**Task:** Return the full listing exactly as it is written.

───── Records for processing

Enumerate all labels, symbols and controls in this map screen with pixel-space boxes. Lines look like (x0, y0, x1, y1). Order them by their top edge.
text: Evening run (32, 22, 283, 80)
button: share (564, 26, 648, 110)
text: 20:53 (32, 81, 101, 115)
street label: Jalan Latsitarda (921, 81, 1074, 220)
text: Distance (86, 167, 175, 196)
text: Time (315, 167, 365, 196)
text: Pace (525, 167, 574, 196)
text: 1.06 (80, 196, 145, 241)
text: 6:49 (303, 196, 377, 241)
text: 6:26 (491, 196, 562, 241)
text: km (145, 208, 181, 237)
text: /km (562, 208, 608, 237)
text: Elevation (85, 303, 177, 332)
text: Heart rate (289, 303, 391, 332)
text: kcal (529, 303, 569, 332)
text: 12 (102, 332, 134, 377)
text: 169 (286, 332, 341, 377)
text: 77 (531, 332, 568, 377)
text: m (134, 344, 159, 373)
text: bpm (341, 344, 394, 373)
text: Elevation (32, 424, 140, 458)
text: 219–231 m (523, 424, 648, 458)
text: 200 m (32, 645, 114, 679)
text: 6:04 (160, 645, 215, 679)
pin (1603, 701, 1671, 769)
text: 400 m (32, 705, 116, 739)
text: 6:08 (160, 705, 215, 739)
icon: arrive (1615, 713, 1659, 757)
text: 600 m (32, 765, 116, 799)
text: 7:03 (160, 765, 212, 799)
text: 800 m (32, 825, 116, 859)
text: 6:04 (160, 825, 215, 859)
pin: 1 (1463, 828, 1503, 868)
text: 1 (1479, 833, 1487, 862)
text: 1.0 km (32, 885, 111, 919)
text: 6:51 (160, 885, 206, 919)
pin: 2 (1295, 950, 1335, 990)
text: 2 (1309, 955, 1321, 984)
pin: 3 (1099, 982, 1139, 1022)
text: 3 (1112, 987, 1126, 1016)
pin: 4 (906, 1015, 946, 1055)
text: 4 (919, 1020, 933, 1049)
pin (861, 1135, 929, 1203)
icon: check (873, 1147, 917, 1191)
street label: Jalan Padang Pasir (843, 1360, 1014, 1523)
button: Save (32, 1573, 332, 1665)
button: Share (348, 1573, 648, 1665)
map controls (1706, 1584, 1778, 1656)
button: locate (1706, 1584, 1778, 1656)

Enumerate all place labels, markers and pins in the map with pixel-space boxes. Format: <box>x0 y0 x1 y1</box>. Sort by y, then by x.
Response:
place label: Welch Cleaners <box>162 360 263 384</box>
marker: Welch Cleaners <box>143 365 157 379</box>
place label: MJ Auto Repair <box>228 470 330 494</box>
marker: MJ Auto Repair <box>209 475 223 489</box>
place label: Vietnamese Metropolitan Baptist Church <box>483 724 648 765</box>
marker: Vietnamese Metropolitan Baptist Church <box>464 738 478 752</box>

──────────

**Written reply:**
Enumerate all labels, symbols and controls in this map screen with pixel-space boxes. Lines look like (x0, y0, x1, y1). Order them by their top edge.
text: Evening run (32, 22, 283, 80)
button: share (564, 26, 648, 110)
text: 20:53 (32, 81, 101, 115)
street label: Jalan Latsitarda (921, 81, 1074, 220)
text: Distance (86, 167, 175, 196)
text: Time (315, 167, 365, 196)
text: Pace (525, 167, 574, 196)
text: 1.06 (80, 196, 145, 241)
text: 6:49 (303, 196, 377, 241)
text: 6:26 (491, 196, 562, 241)
text: km (145, 208, 181, 237)
text: /km (562, 208, 608, 237)
text: Elevation (85, 303, 177, 332)
text: Heart rate (289, 303, 391, 332)
text: kcal (529, 303, 569, 332)
text: 12 (102, 332, 134, 377)
text: 169 (286, 332, 341, 377)
text: 77 (531, 332, 568, 377)
text: m (134, 344, 159, 373)
text: bpm (341, 344, 394, 373)
text: Elevation (32, 424, 140, 458)
text: 219–231 m (523, 424, 648, 458)
text: 200 m (32, 645, 114, 679)
text: 6:04 (160, 645, 215, 679)
pin (1603, 701, 1671, 769)
text: 400 m (32, 705, 116, 739)
text: 6:08 (160, 705, 215, 739)
icon: arrive (1615, 713, 1659, 757)
text: 600 m (32, 765, 116, 799)
text: 7:03 (160, 765, 212, 799)
text: 800 m (32, 825, 116, 859)
text: 6:04 (160, 825, 215, 859)
pin: 1 (1463, 828, 1503, 868)
text: 1 (1479, 833, 1487, 862)
text: 1.0 km (32, 885, 111, 919)
text: 6:51 (160, 885, 206, 919)
pin: 2 (1295, 950, 1335, 990)
text: 2 (1309, 955, 1321, 984)
pin: 3 (1099, 982, 1139, 1022)
text: 3 (1112, 987, 1126, 1016)
pin: 4 (906, 1015, 946, 1055)
text: 4 (919, 1020, 933, 1049)
pin (861, 1135, 929, 1203)
icon: check (873, 1147, 917, 1191)
street label: Jalan Padang Pasir (843, 1360, 1014, 1523)
button: Save (32, 1573, 332, 1665)
button: Share (348, 1573, 648, 1665)
map controls (1706, 1584, 1778, 1656)
button: locate (1706, 1584, 1778, 1656)

Enumerate all place labels, markers and pins in the map with pixel-space boxes. Format: <box>x0 y0 x1 y1</box>. Sort by y, then by x.
Response:
place label: Welch Cleaners <box>162 360 263 384</box>
marker: Welch Cleaners <box>143 365 157 379</box>
place label: MJ Auto Repair <box>228 470 330 494</box>
marker: MJ Auto Repair <box>209 475 223 489</box>
place label: Vietnamese Metropolitan Baptist Church <box>483 724 648 765</box>
marker: Vietnamese Metropolitan Baptist Church <box>464 738 478 752</box>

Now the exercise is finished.